“Te perdoo
Por contares minhas horas
Nas minhas demoras por aí
Te perdoo
Te perdoo porque choras
Quando eu choro de rir
Te perdoo
Por te trair” (Chico Buarque)
Atendeu ao telefone e a voz que ouviu – inacreditável – era dele. Aquele flerte que não convencera e nem permitira nenhuma conclusão do tipo, bom ou ruim, com a mesma voz sedutora, convidava-a para um café. O chão tremeu a seus pés, os olhos enxergaram mil possibilidades, mas como tudo na vida a razão fulminou-lhe a fantasia que se formava. Homens! No momento mais carente de sua vida, ele sequer dera retorno às suas ligações. Agora estava casada, ou quase isso: um gostoso feijão com arroz, dizia. E ele a sugerir “café com sonhos”. Pé no chão, guria! Com esforço, voltou ao trabalho.
Nestas horas gostaria de ter o pragmatismo masculino, que separa sexo e amor e não enfrenta tantas culpas. Conhecia o perfil meio cafajeste deste que lhe voltava a assediar. “Ele sabe que estou em uma relação legal. Ou seja, sem carências. Mas também está consciente de que me atraía muito. Aquela coisa química. Daí… Mas não cederei!”. E foi assim, boa menina, que voltou para casa. À noite, ajeitou-se carinhosamente nos braços de seu amado. A tentação do ocorrido horas antes misturou-se ao afeto seguro que lhe envolvia e dormiu serena.

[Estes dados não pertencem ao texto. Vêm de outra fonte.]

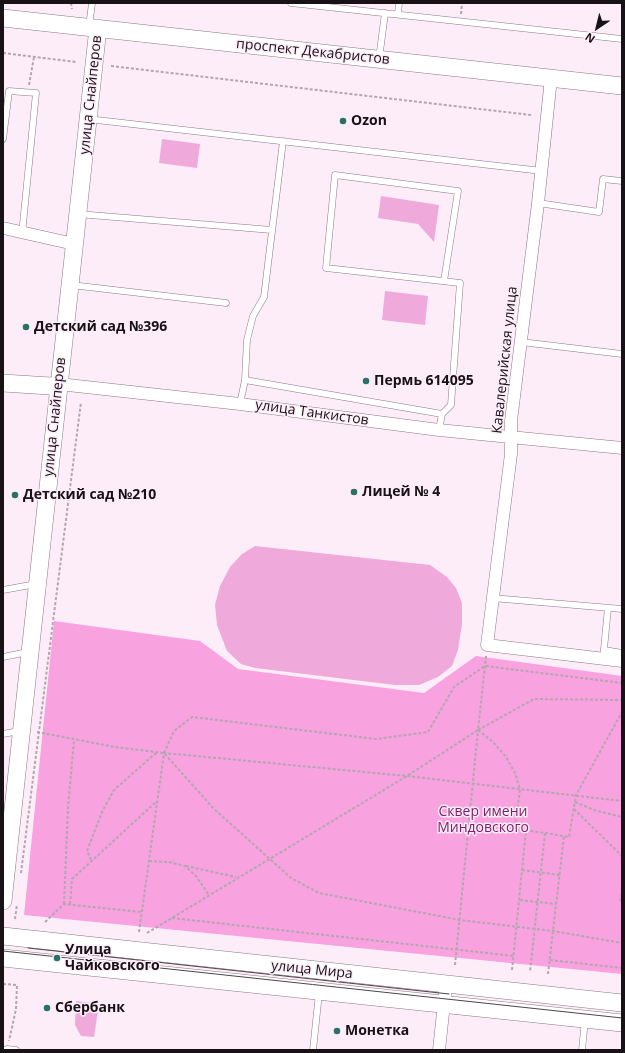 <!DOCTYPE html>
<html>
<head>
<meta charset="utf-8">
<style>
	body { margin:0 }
	#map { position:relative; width:625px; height:1053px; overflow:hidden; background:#fdedf8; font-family:"Open Sans",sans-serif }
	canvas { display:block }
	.frame { position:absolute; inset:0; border:4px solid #181216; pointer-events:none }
	.north { position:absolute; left:577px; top:8px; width:40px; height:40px; -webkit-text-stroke:3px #fdedf8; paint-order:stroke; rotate:215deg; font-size:11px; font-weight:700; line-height:16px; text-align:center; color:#181216 }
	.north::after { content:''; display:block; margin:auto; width:14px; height:18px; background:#181216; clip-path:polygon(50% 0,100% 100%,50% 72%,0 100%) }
</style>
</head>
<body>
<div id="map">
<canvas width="625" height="1053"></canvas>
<div class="frame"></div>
<div class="north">N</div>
</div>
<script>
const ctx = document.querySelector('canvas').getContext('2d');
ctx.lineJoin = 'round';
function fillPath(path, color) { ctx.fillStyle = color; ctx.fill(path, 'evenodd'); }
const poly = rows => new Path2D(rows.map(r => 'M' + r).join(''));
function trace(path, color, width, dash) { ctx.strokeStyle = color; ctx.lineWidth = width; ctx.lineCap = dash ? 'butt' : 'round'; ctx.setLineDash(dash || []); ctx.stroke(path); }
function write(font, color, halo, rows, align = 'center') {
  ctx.font = font + ' "Open Sans",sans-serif'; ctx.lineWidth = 3; ctx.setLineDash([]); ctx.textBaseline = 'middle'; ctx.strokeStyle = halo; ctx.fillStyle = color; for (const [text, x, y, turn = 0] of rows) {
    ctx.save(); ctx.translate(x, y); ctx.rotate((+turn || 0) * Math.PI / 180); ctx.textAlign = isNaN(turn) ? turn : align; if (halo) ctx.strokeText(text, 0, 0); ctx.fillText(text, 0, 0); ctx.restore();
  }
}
fillPath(poly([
	[162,139,200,144,197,168,159,163],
	[381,196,439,205,434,242,418,224,378,218],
	[385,291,428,296,425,325,382,320],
	[255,546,430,565,447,577,456,588,462,603,462,624,458,650,452,666,438,677,419,685,395,685,255,668,241,664,227,651,217,625,215,605,220,586,230,567,242,554],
	[76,1001,99,1004,94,1037,81,1036,75,1025]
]), '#efaadb');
fillPath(poly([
	[54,621,200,641,238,669,424,693,476,656,622,676,622,974,24,915]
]), '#f8a2e0');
const lane = poly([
	[291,3,622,39],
	[398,14,399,3],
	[89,27,92,3],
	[379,59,385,13],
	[88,119,542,171],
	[3,139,9,91,36,93,22,234],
	[538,203,599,212,603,179,622,181],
	[78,214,272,230],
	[71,285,226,303],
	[521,342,622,354],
	[245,380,247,340,253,316,264,297,283,141],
	[240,404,245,380,442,414,439,430],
	[442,414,451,405,460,283,326,268,335,175,458,191,444,281],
	[3,590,36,584],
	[492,598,622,609],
	[604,650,622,653],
	[3,657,28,652],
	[603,659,608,608],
	[3,734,19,731],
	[5,1050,7,1049,16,1050],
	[313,1050,319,993],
	[582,1050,585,1020]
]);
const street = poly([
	[551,78,538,203,511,421,511,454,487,645,622,661],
	[3,228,74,244],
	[59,384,240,404,439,430,622,448],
	[439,1050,446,985]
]);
const secondary = poly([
	[3,18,622,86],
	[3,383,50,386,59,384],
	[3,901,98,28],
	[3,936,622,1003],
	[3,958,622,1023]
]);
trace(lane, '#8a7984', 7);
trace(street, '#8a7984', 13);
trace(secondary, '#8a7984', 18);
trace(poly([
	[71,3,72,9],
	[461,14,462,3],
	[3,53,76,62],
	[111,66,531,115],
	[29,85,34,57],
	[478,730,493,742,506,757,515,773,520,789,515,829,545,833,530,972],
	[478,730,534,699,622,700],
	[37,732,115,747,164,753,214,809,291,878,319,893,460,920,553,931,622,943],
	[164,753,174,731,192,717,376,739,428,732,454,687,485,666,622,683],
	[575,802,594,810,622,817],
	[574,809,622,856],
	[545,833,569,837,576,795,622,712],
	[91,860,87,851,102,812,114,790,157,752],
	[149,861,169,862,185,866,196,876,209,895],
	[186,866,236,877],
	[522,870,560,875],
	[21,873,81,402],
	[622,894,620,898,622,903],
	[520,900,556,904],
	[64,904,68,808,74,740],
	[70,904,72,879,156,802],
	[172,918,514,956],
	[15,919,17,904],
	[45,922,64,904,141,912],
	[139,932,164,753,407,776,622,801],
	[147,933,407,776,478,730,486,656],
	[550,960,622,968],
	[455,965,478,730],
	[512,970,526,830],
	[548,974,564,836],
	[3,984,17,985,16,1009,9,1041]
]), '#b3a6af', 2, [3, 2]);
trace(lane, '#fff', 6);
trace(street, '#fff', 12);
trace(secondary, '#fff', 17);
trace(poly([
	[28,948,449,994],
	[3,951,622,1018]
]), '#4d454a', 1);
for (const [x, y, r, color] of [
	[343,121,4,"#297066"],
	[26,327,4,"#297066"],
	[366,381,4,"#297066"],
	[354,492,4,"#297066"],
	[15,495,4,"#297066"],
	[57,958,4,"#297066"],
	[47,1008,4,"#297066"],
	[337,1031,4,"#297066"]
]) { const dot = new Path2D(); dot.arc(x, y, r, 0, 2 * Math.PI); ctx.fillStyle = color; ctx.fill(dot); trace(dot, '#fdedf8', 1.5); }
write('14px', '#181216', '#fdedf8', [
	["проспект Декабристов",313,52,6],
	["улица Снайперов",91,95,-84],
	["Кавалерийская улица",505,360,-84],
	["улица Танкистов",312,413,8],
	["улица Снайперов",55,417,-84],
	["улица Мира",312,970,6]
]);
write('bold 14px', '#181216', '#fdedf8', [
	["Ozon",351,121],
	["Детский сад №396",34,327],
	["Пермь 614095",374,381],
	["Лицей № 4",362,492],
	["Детский сад №210",23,495],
	["Улица",65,950],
	["Чайковского",65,966],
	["Сбербанк",55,1008],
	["Монетка",345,1031]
], 'left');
write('14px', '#801e6c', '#fdedf8', [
	["Сквер имени",483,812],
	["Миндовского",483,828]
]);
</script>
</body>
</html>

Pela manhã, a dúvida, mais do que isso, a curiosidade voltou a lhe tirar a paz. “Só bater um papo não arranca pedaços”, justificava-se. Qual é o mal de ser, ou melhor, sentir-se desejada? Iria simplesmente “conferir” como fazem seus colegas casados, quando as mulheres os assediam. Almoçou com uma amiga divorciada que, ao contrário do que esperava, lhe deu o conselho definitivo: “A angústia da culpa que vem logo após é muito maior do que o prazer da relação às escondidas”. E lhe sugeriu usar “a razão e o afeto” contra a euforia, o arrepio do furtivo e proibido. E exagerou: se acontecer agora, acontecerá sempre, como um vício.

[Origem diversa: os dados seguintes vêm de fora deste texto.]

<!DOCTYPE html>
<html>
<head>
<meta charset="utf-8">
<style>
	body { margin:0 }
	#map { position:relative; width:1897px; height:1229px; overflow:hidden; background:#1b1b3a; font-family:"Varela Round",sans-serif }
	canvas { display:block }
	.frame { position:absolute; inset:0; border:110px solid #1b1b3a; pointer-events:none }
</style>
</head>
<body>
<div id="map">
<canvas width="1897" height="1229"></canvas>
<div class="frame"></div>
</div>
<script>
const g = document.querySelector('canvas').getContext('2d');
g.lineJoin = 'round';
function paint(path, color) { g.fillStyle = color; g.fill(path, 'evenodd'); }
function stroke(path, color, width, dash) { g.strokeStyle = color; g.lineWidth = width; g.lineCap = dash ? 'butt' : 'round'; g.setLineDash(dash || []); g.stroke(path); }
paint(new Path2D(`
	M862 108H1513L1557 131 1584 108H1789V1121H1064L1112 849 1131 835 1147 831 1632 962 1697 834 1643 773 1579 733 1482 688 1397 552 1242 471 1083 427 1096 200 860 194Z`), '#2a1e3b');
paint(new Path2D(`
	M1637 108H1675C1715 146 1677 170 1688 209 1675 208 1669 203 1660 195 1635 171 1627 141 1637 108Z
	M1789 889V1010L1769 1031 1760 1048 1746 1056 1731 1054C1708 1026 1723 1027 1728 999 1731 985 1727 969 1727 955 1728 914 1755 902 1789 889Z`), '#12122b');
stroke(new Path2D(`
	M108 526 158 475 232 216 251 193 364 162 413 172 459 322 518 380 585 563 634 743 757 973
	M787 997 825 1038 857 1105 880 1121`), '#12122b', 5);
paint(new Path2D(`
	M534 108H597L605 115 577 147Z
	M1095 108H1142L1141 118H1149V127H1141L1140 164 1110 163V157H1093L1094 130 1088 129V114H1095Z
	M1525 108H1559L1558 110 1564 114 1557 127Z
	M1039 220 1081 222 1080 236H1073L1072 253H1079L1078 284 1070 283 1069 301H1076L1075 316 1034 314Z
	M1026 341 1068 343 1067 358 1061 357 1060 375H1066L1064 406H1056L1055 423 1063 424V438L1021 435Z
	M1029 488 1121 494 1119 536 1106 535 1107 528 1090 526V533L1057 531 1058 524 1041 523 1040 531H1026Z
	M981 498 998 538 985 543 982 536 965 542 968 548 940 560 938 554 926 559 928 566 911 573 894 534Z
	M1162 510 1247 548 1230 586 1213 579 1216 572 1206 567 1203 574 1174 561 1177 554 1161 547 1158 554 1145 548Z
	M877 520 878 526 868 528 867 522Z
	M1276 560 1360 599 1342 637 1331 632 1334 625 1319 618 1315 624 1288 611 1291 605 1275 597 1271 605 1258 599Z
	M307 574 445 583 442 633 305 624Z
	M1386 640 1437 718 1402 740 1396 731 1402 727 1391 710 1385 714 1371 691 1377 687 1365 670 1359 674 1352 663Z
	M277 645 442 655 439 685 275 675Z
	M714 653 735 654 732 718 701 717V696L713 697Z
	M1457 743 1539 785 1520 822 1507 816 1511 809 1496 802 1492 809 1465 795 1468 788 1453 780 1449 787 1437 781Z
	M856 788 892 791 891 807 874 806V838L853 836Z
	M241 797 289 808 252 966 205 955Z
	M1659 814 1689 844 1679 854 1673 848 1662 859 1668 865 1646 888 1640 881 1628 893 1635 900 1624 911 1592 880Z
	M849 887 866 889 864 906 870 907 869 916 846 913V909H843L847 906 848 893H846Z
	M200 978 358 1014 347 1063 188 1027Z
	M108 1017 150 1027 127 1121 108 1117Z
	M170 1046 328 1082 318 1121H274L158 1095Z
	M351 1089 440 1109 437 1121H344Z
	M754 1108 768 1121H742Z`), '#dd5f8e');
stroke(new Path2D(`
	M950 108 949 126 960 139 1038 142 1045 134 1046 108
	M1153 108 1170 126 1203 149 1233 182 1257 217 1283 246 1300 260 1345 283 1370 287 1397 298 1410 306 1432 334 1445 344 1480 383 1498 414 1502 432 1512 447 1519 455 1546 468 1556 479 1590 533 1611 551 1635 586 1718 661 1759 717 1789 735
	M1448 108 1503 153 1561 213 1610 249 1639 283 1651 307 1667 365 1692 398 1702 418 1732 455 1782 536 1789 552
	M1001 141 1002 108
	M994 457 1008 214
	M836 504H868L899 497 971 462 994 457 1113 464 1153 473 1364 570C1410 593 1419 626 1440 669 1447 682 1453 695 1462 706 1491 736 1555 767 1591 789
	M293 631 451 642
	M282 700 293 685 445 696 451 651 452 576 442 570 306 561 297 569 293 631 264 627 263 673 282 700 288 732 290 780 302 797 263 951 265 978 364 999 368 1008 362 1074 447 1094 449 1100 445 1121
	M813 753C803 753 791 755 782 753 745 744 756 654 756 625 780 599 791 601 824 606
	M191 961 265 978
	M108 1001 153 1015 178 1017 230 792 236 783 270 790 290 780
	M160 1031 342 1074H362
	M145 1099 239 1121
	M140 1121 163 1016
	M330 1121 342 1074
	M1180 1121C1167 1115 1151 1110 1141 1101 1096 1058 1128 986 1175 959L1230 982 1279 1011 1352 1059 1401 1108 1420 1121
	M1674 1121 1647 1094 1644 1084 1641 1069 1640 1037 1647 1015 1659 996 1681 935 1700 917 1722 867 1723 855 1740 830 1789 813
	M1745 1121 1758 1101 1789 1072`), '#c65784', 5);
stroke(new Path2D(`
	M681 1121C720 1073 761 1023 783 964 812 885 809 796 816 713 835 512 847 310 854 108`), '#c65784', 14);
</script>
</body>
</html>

Impressionada, reconheceu que poderia ser classificada como uma mulher feliz, bem sucedida na relação que vive, onde pouca coisa lhe alteraria o curso. “Chega de confusão”, sentenciou. Não é isso que todos, homens ou mulheres buscam? Uma história de cumplicidade e respeito? Sentir-se desejada é um bálsamo para o ego. Faz bem para qualquer um. Levar adiante um flerte é permitir o risco de tudo ir água abaixo, por um afago na vaidade? Não vale a pena, concordou, meio a contragosto, consigo mesma. Uma boa relação se fortalece exatamente com essas pequenas renúncias. Café com sonhos, só aqueles feitos carinhosamente em Santo Antônio da Patrulha, os outros tornam-se imediatamente indigestos.